眠つてゐるがいゝ、この世の花々しい※[#「言+墟のつくり」、第4水準2−88−74]を、遠くから、笑つて見ておいで。(部屋の中を、また歩き廻る)――やあ、先生、長々お世話になりました。お蔭で、家内も、お医者さんの必要がなくなりました。――はゝあ、もうこちらをお引上げですか?――こちらもこちらですが、われわれは、今日限り、人生を引上げます。さあ、家内が御挨拶を申上げるさうです。
声――あツ! これはどうしたといふんです。え? 一体、どうしたんです。
男――御覧の通りです。こいつは、ある男の誘惑を逃れるために、いや、その誘惑に打克つために、死を択ばなければなりませんでした。僕のためにです。おわかりですか。われわれ夫婦は、さういふ間柄になつてゐたのです。死ぬ以外に二人は結びついてゐられないといふ事実、その事実の前に、何の躊躇がいりませう。僕は、先づ、こいつの心臓を突きました。
声――わかりません。わたしには、さつぱりわかりません。
男――いゝえ、あなたに御迷惑はかけないつもりです。それどころか、こいつにしばらくの希望と幸福とを与へて下すつたことでは、僕から幾重にもお礼を申上げます。
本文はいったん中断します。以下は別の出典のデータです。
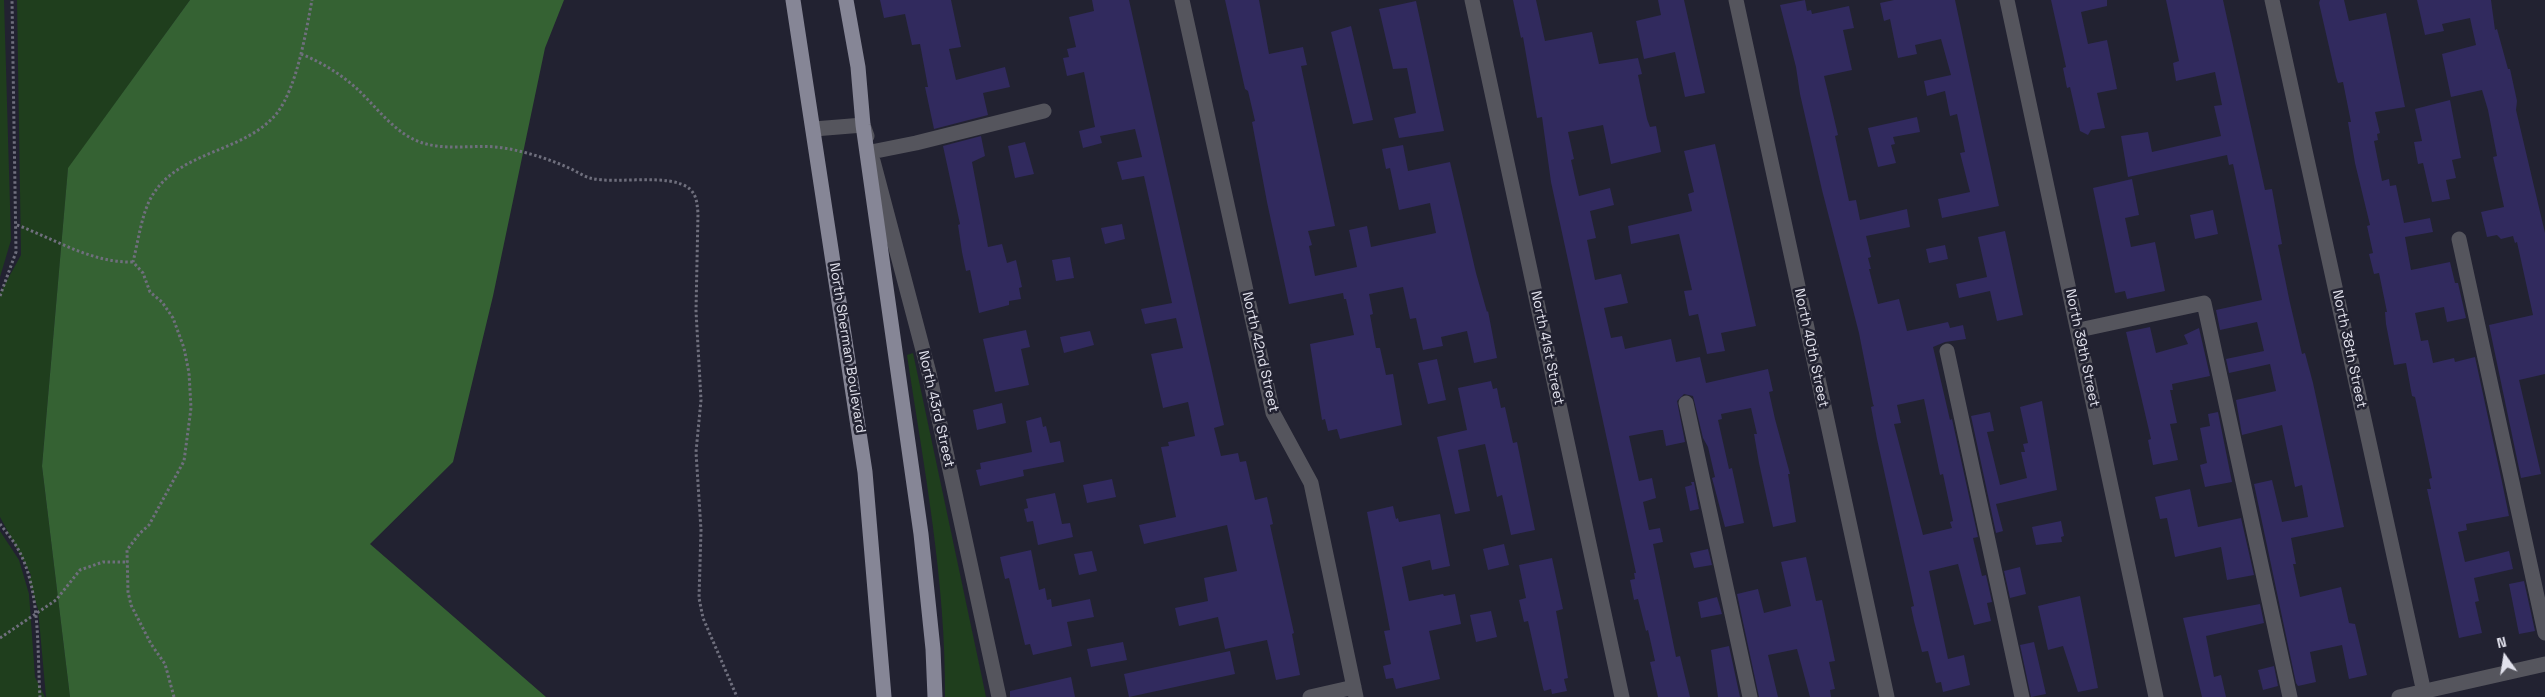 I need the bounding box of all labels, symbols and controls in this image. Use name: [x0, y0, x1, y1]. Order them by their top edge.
street label: North Sherman Boulevard: [825, 262, 869, 434]
street label: North 40th Street: [1790, 287, 1832, 409]
street label: North 39th Street: [2061, 287, 2103, 409]
street label: North 38th Street: [2328, 288, 2370, 410]
street label: North 41st Street: [1527, 289, 1567, 407]
street label: North 42nd Street: [1238, 290, 1282, 414]
street label: North 43rd Street: [914, 349, 958, 469]
north arrow: [2480, 632, 2530, 682]
text: N: [2495, 633, 2508, 652]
声――わたしは、医者として、出来るだけのことをしました。
男――さうです。信じたいものは、さう信じるでせう、僕は……(よろめく)あゝ、誰を……何を信じればいゝのだ。(急に女の寝てゐる寝台の前に跪《ひざまづ》き)おい、シイ坊……おれは、ほんたうのことを云ふと、なんにも知らんのだ。お前は、何をしたといふのだ。え? なんでもなかつたのか? なにもなかつたのか? うん、それは無論、さうだらう。だが、これから、先は? 来週の金曜は? 再来週は? いや、さうぢやない、もつと先の先は? わかるまい? おれには、それがわかつてゐるのだ。わかつてゐたのだ。お前は健康だ。お前は美しい。お前は若い。お前は明るく、賑やかだ。お前は何処へ行く? 誰がお前を幸福にし、お前に感謝されるのだ! あゝ、おれはどうすればいゝんだ。(手に持つた短刀を胸にあて、ぐいと力を入れて、そのまゝ女の死体の上に突つ伏す)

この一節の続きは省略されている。